No entanto, um perigo oculto começou a surgir, sem que tivesse sido previsto. A “deslocalização” de uma fábrica levava ao despedimento de um grande número dos seus trabalhadores originais. Estes passaram a receber o respectivo fundo de desemprego durante o prazo estabelecido pela lei. Findo esse período ficavam entregues à sua própria sorte, sem qualquer apoio e sem a possibilidade de conseguir outro emprego. O desemprego chegou e atingiu níveis só comparáveis nos períodos de guerra. Como corolário, o consumo caiu.
Ao fim de pouco mais de sessenta anos, vê-se a curva do bem-estar das populações inverter a tendência de crescimento e começar a descer. No início do século XXI, apesar dos sintomas já serem visíveis, a classe média, recusando-se a ver a realidade, ainda recusa a existência da crise que se avoluma, silenciosa, com a força de um maremoto.

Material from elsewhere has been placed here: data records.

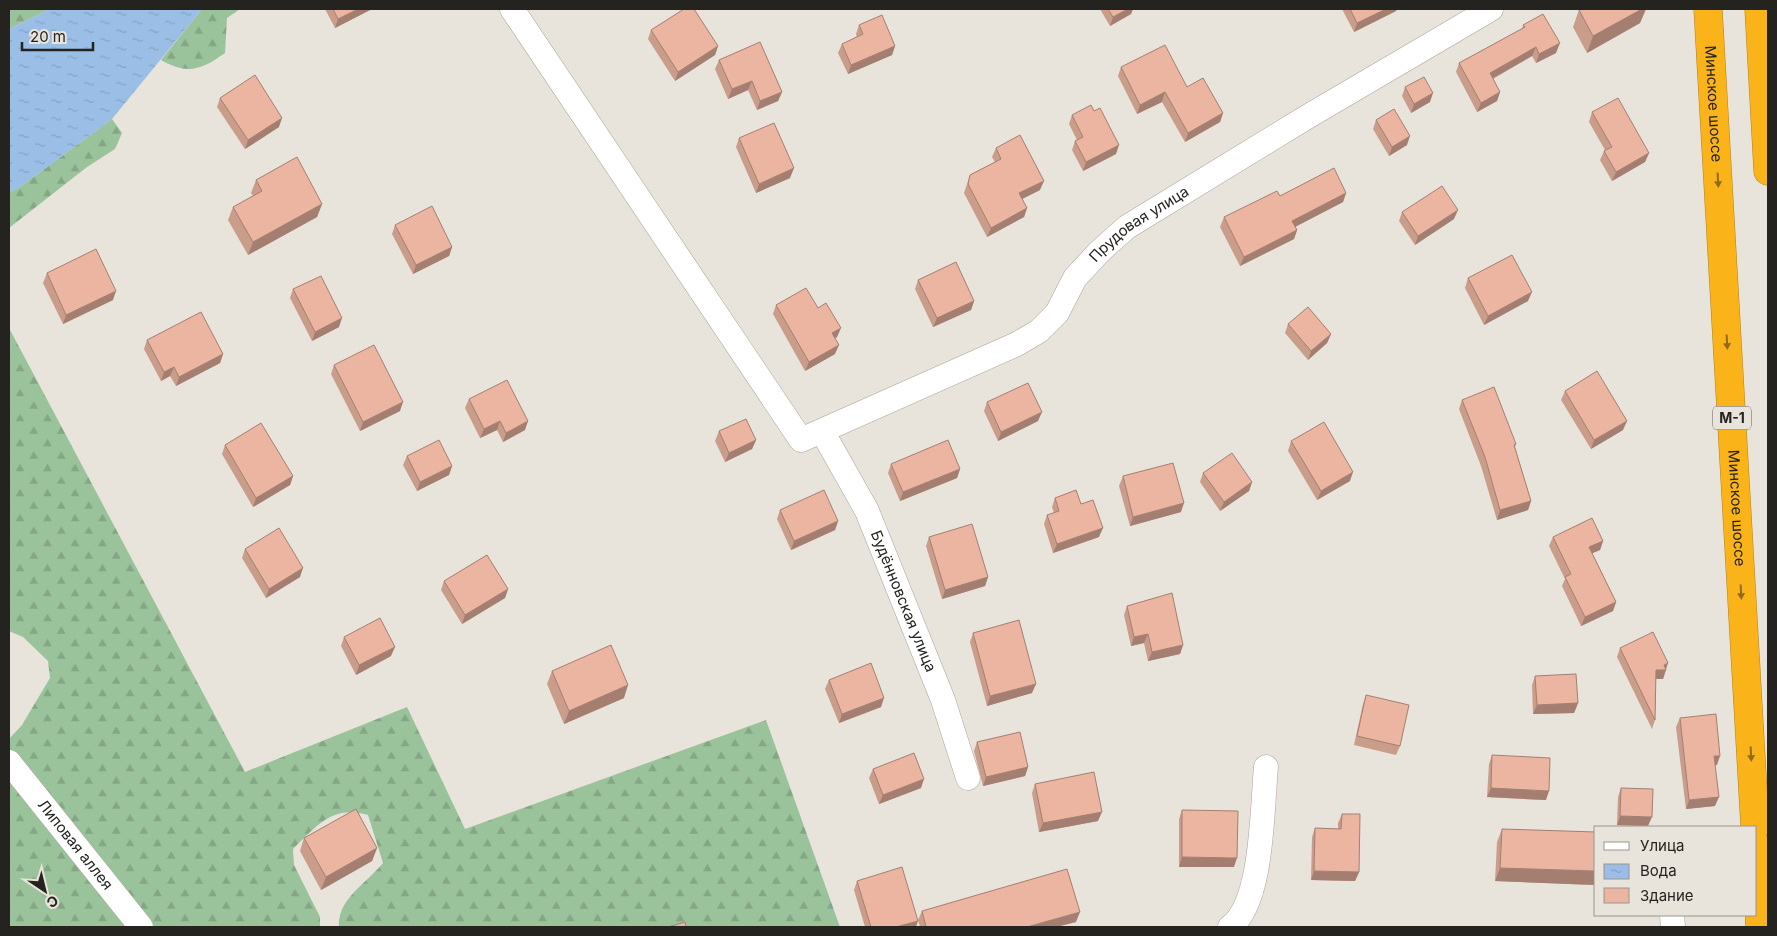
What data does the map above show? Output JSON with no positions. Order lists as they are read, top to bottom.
{
  "streets": {
    "highway": ["Минское шоссе", "М-1"],
    "street": ["Прудовая улица", "Будённовская улица", "Липовая аллея"]
  },
  "crossings": [
    ["Прудовая улица", "Будённовская улица"]
  ],
  "one_way": ["Минское шоссе"],
  "legend": ["Улица", "Вода", "Здание"],
  "scale_bar": "20 m",
  "north": "bottom right"
}
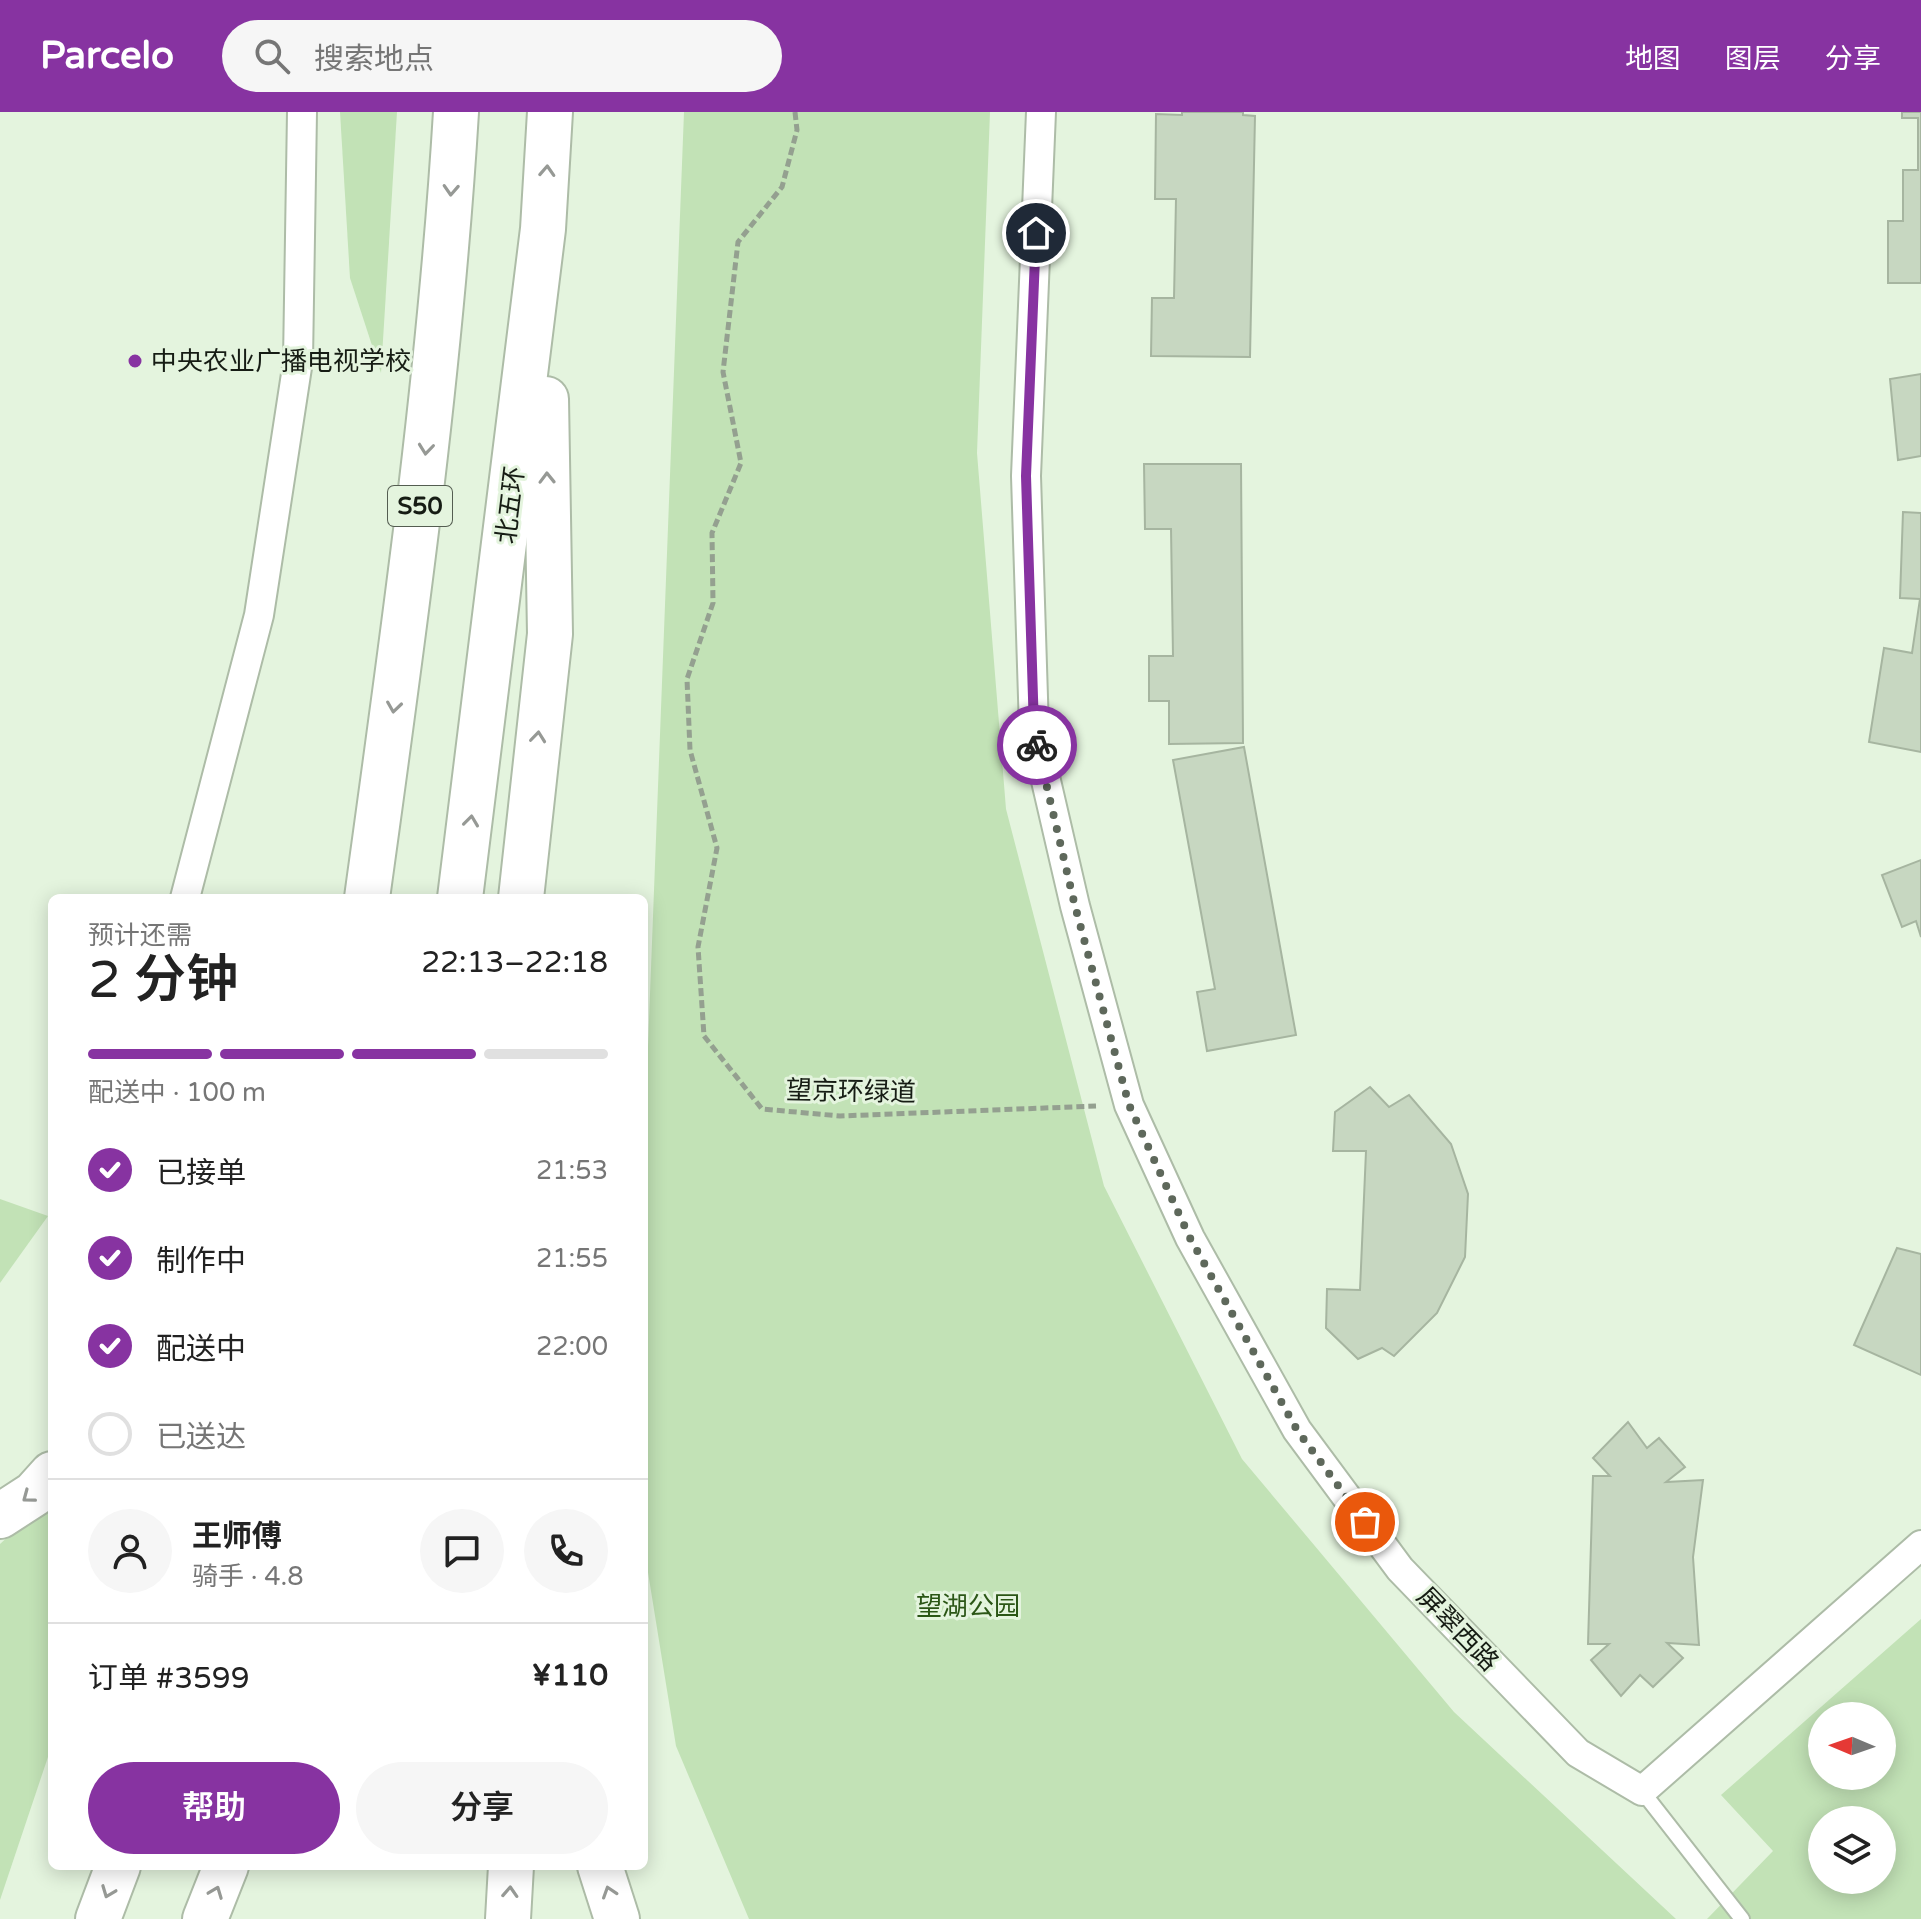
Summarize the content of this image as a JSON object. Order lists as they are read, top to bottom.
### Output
{
  "streets": {
    "highway": ["北五环", "S50"],
    "street": ["屏翠西路"],
    "path": ["望京环绿道"]
  },
  "crossings": [
    ["望京环绿道", "屏翠西路"]
  ],
  "parks": ["望湖公园"],
  "places": ["中央农业广播电视学校"],
  "north": "left",
  "page": {
    "header": "Parcelo",
    "search": "搜索地点",
    "nav": ["地图", "图层", "分享"],
    "heading": ["2 分钟", "预计还需", "22:13–22:18"],
    "panel": [
      "王师傅",
      "骑手 · 4.8",
      "订单 #3599",
      "¥110"
    ],
    "bar": "配送中 · 100 m",
    "list": [
      ["已接单", "21:53"],
      ["制作中", "21:55"],
      ["配送中", "22:00"],
      "已送达"
    ],
    "buttons": ["帮助", "分享"]
  }
}
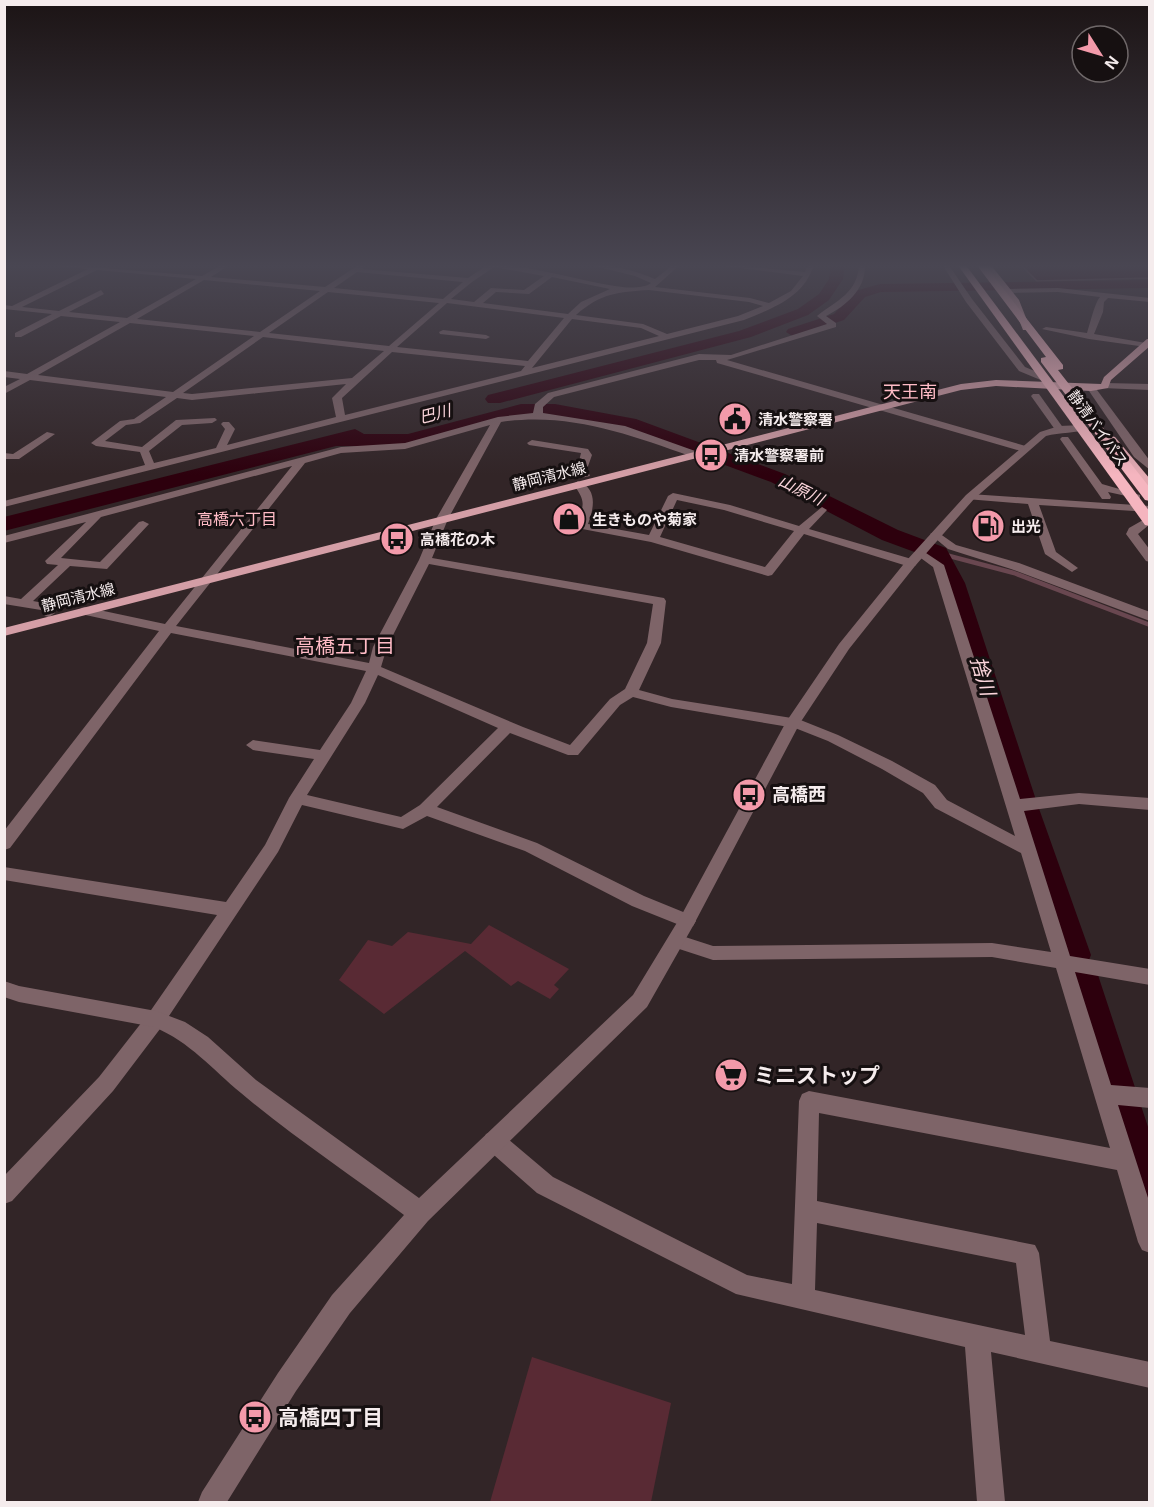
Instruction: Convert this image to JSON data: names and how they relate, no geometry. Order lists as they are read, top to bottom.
{
  "streets": {
    "highway": ["静清バイパス"],
    "main road": ["静岡清水線"]
  },
  "districts": ["天王南", "高橋六丁目", "高橋五丁目"],
  "water": ["巴川", "山原川", "捨川"],
  "places": {
    "public building": ["清水警察署"],
    "bus stop": [
      "清水警察署前",
      "高橋花の木",
      "高橋西",
      "高橋四丁目"
    ],
    "shop": ["生きものや菊家"],
    "fuel station": ["出光"],
    "supermarket": ["ミニストップ"]
  },
  "north": "bottom right"
}
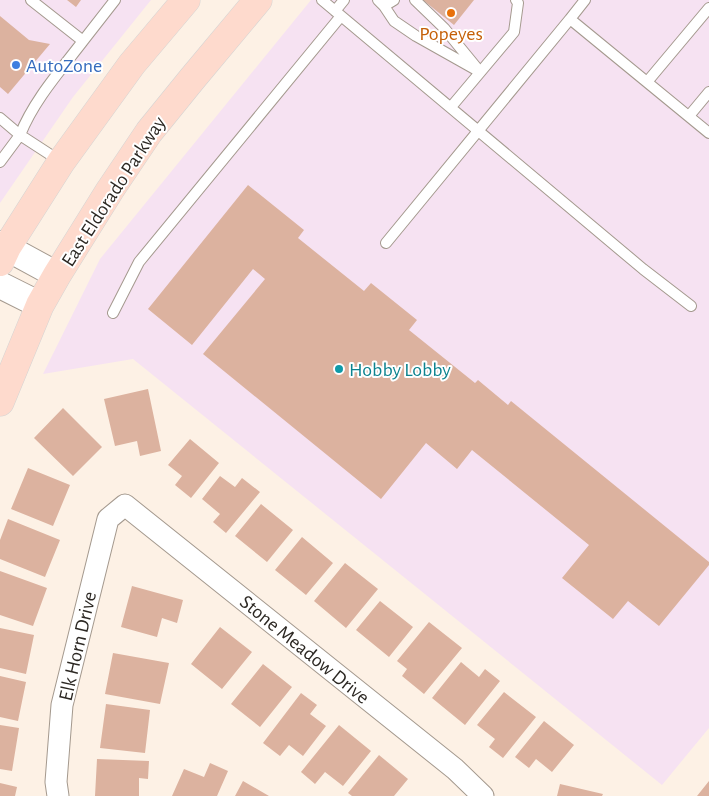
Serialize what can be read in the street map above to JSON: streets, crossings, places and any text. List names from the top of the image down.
{
  "streets": {
    "main road": ["East Eldorado Parkway"],
    "street": ["Elk Horn Drive", "Stone Meadow Drive"]
  },
  "crossings": [
    ["Elk Horn Drive", "Stone Meadow Drive"]
  ],
  "places": ["Popeyes", "AutoZone", "Hobby Lobby"]
}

Entretanto, a ambição, nascida no seio de um capitalismo desregrado, elevou o dinheiro aos píncaros da divindade esquecendo aqueles que produzem a riqueza. A civilização ocidental abandonou os seus filhos transformando-os em meros consumidores de bens enquanto, na Europa, volta a pairar o espectro da fome e do desespero, frutos agrestes portadores das sementes de uma violência que se adivinha.
Paradoxalmente, o anseio de riqueza está a gerar a iniquidade na Europa e a sua consequente decadência.
A deriva do continente já é evidente.